▶ INSTRUCTIONS TO FOLLOW
Set the data down exactly as it stands, and keep its pictures out.

(Dataset entries)
++++++
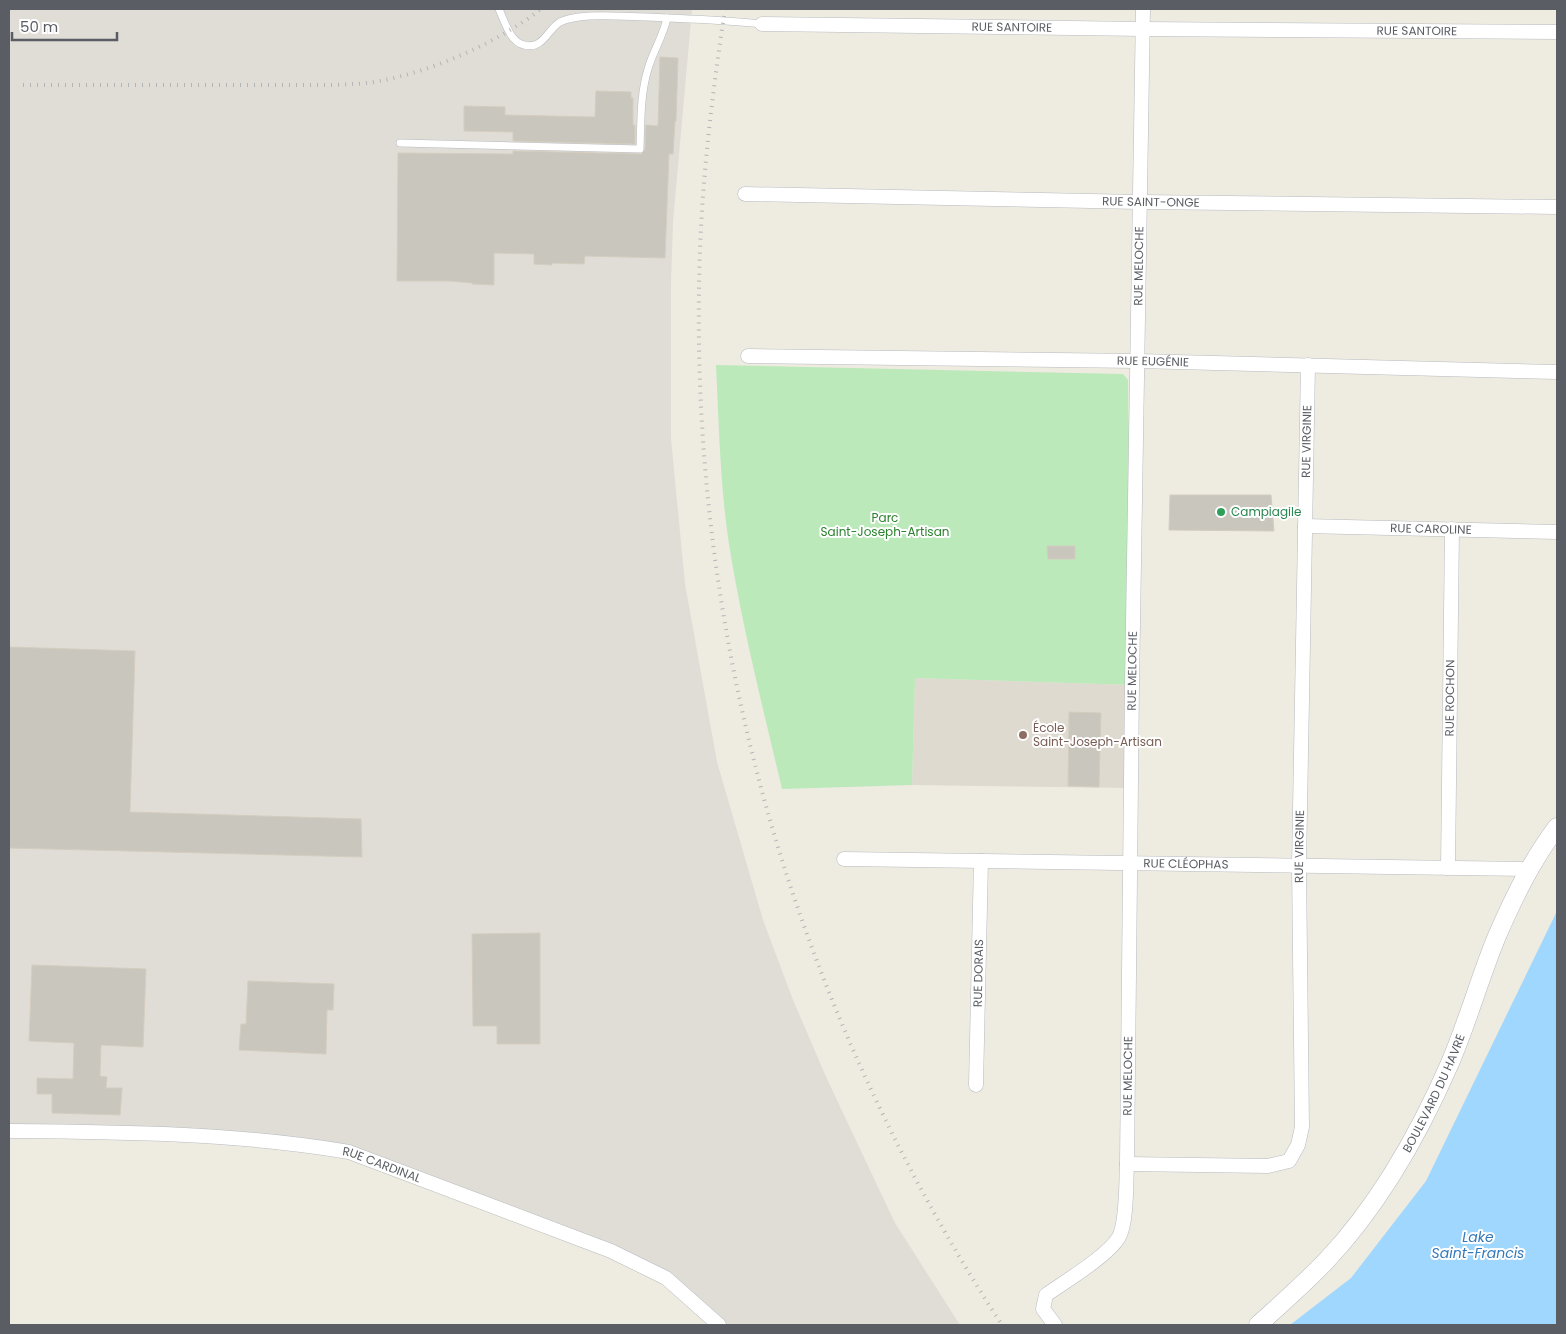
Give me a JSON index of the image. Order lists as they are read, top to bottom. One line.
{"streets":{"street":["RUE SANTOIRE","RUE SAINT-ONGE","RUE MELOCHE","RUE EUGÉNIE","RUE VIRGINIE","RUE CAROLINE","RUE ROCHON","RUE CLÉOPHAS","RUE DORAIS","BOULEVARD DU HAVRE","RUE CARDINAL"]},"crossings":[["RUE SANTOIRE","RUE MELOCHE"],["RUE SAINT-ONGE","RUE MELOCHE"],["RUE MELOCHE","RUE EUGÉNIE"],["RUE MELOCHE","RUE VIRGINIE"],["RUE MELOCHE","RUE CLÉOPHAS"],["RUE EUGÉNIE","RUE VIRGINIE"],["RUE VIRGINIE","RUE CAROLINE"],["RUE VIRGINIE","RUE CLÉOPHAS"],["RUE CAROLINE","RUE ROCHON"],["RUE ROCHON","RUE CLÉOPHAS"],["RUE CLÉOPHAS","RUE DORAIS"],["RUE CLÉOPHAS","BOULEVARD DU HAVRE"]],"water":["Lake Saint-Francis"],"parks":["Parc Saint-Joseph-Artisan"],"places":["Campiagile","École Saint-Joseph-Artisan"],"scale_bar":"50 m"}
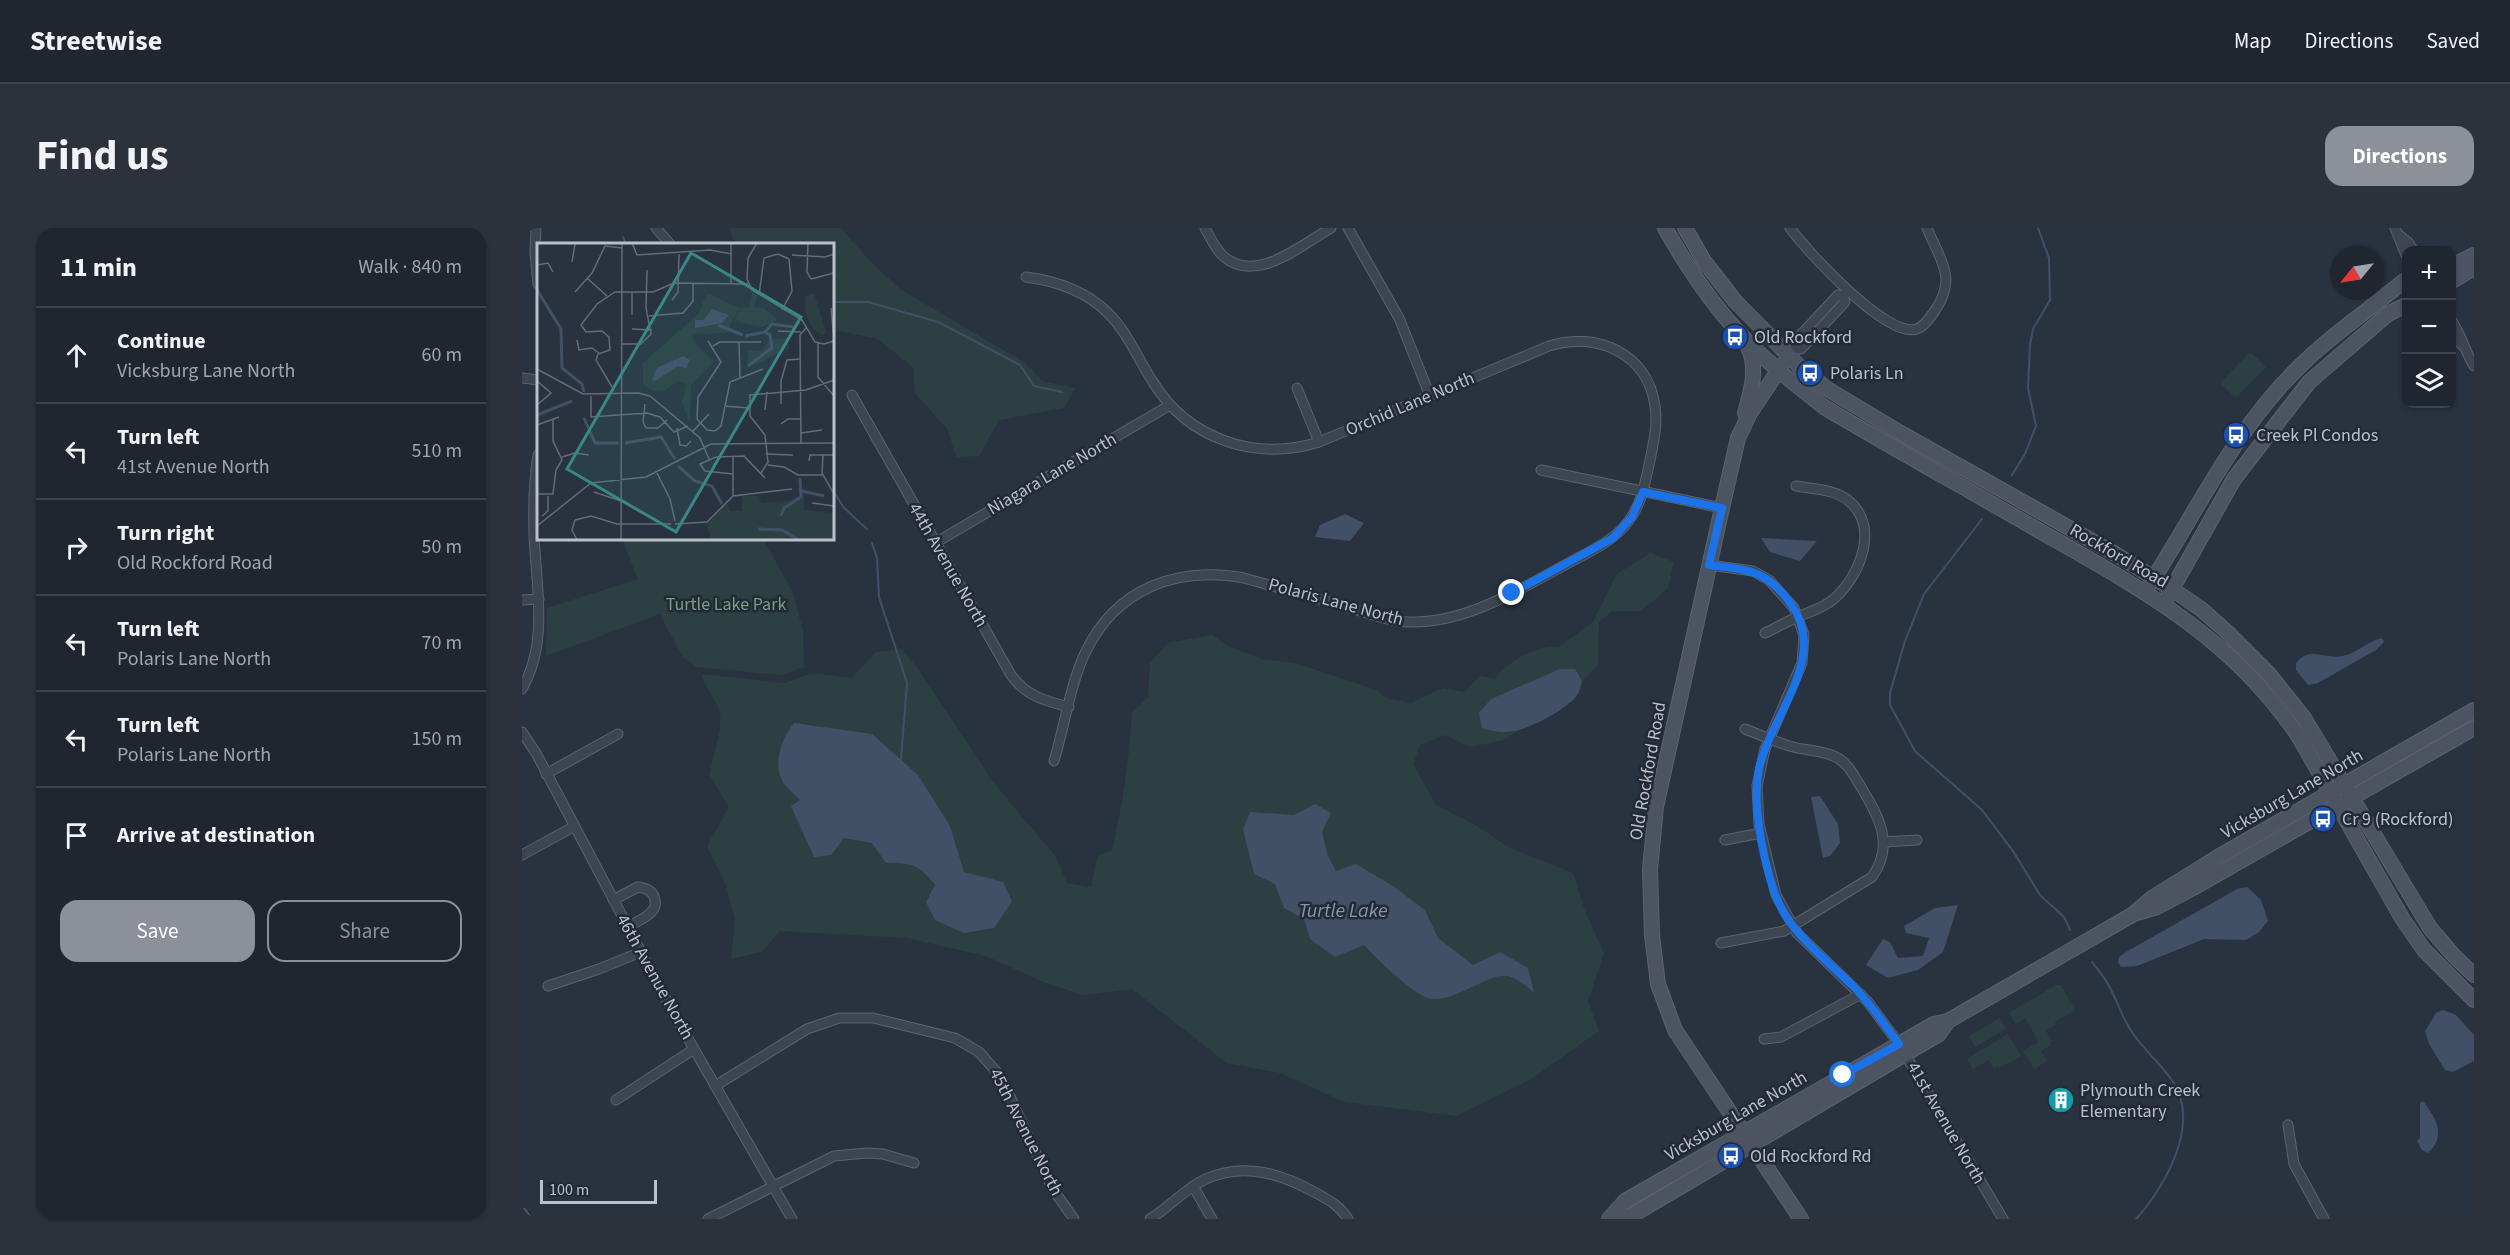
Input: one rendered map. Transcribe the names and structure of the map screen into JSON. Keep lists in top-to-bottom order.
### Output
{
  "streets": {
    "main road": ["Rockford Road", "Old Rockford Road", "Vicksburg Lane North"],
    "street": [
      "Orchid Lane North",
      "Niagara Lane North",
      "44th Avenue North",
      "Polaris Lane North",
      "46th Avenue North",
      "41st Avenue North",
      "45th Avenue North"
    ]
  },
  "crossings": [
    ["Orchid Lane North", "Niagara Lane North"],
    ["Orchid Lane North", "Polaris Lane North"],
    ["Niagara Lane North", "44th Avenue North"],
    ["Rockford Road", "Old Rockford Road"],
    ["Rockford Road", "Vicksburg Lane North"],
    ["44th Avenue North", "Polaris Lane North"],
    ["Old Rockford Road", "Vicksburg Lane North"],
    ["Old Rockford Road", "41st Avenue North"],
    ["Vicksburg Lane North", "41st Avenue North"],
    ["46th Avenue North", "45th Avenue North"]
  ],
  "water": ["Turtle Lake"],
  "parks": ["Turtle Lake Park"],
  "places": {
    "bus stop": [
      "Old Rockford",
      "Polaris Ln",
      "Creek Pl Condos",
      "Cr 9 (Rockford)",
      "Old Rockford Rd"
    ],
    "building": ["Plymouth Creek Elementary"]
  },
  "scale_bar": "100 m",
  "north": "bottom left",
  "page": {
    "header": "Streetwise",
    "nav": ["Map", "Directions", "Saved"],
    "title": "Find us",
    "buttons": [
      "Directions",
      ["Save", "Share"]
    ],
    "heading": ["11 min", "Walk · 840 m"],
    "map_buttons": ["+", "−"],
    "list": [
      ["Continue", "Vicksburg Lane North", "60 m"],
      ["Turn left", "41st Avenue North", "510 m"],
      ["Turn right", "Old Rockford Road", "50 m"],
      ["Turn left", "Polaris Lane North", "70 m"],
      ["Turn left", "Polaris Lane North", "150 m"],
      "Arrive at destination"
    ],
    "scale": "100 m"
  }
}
++++++
▶ ANSWER BOX
Give me a JSON index of the image. Order lists as they are read, top to bottom. One line.
{"streets":{"street":["RUE SANTOIRE","RUE SAINT-ONGE","RUE MELOCHE","RUE EUGÉNIE","RUE VIRGINIE","RUE CAROLINE","RUE ROCHON","RUE CLÉOPHAS","RUE DORAIS","BOULEVARD DU HAVRE","RUE CARDINAL"]},"crossings":[["RUE SANTOIRE","RUE MELOCHE"],["RUE SAINT-ONGE","RUE MELOCHE"],["RUE MELOCHE","RUE EUGÉNIE"],["RUE MELOCHE","RUE VIRGINIE"],["RUE MELOCHE","RUE CLÉOPHAS"],["RUE EUGÉNIE","RUE VIRGINIE"],["RUE VIRGINIE","RUE CAROLINE"],["RUE VIRGINIE","RUE CLÉOPHAS"],["RUE CAROLINE","RUE ROCHON"],["RUE ROCHON","RUE CLÉOPHAS"],["RUE CLÉOPHAS","RUE DORAIS"],["RUE CLÉOPHAS","BOULEVARD DU HAVRE"]],"water":["Lake Saint-Francis"],"parks":["Parc Saint-Joseph-Artisan"],"places":["Campiagile","École Saint-Joseph-Artisan"],"scale_bar":"50 m"}
Input: one rendered map. Transcribe the names and structure of the map screen into JSON. Keep lists in top-to-bottom order.
### Output
{
  "streets": {
    "main road": ["Rockford Road", "Old Rockford Road", "Vicksburg Lane North"],
    "street": [
      "Orchid Lane North",
      "Niagara Lane North",
      "44th Avenue North",
      "Polaris Lane North",
      "46th Avenue North",
      "41st Avenue North",
      "45th Avenue North"
    ]
  },
  "crossings": [
    ["Orchid Lane North", "Niagara Lane North"],
    ["Orchid Lane North", "Polaris Lane North"],
    ["Niagara Lane North", "44th Avenue North"],
    ["Rockford Road", "Old Rockford Road"],
    ["Rockford Road", "Vicksburg Lane North"],
    ["44th Avenue North", "Polaris Lane North"],
    ["Old Rockford Road", "Vicksburg Lane North"],
    ["Old Rockford Road", "41st Avenue North"],
    ["Vicksburg Lane North", "41st Avenue North"],
    ["46th Avenue North", "45th Avenue North"]
  ],
  "water": ["Turtle Lake"],
  "parks": ["Turtle Lake Park"],
  "places": {
    "bus stop": [
      "Old Rockford",
      "Polaris Ln",
      "Creek Pl Condos",
      "Cr 9 (Rockford)",
      "Old Rockford Rd"
    ],
    "building": ["Plymouth Creek Elementary"]
  },
  "scale_bar": "100 m",
  "north": "bottom left",
  "page": {
    "header": "Streetwise",
    "nav": ["Map", "Directions", "Saved"],
    "title": "Find us",
    "buttons": [
      "Directions",
      ["Save", "Share"]
    ],
    "heading": ["11 min", "Walk · 840 m"],
    "map_buttons": ["+", "−"],
    "list": [
      ["Continue", "Vicksburg Lane North", "60 m"],
      ["Turn left", "41st Avenue North", "510 m"],
      ["Turn right", "Old Rockford Road", "50 m"],
      ["Turn left", "Polaris Lane North", "70 m"],
      ["Turn left", "Polaris Lane North", "150 m"],
      "Arrive at destination"
    ],
    "scale": "100 m"
  }
}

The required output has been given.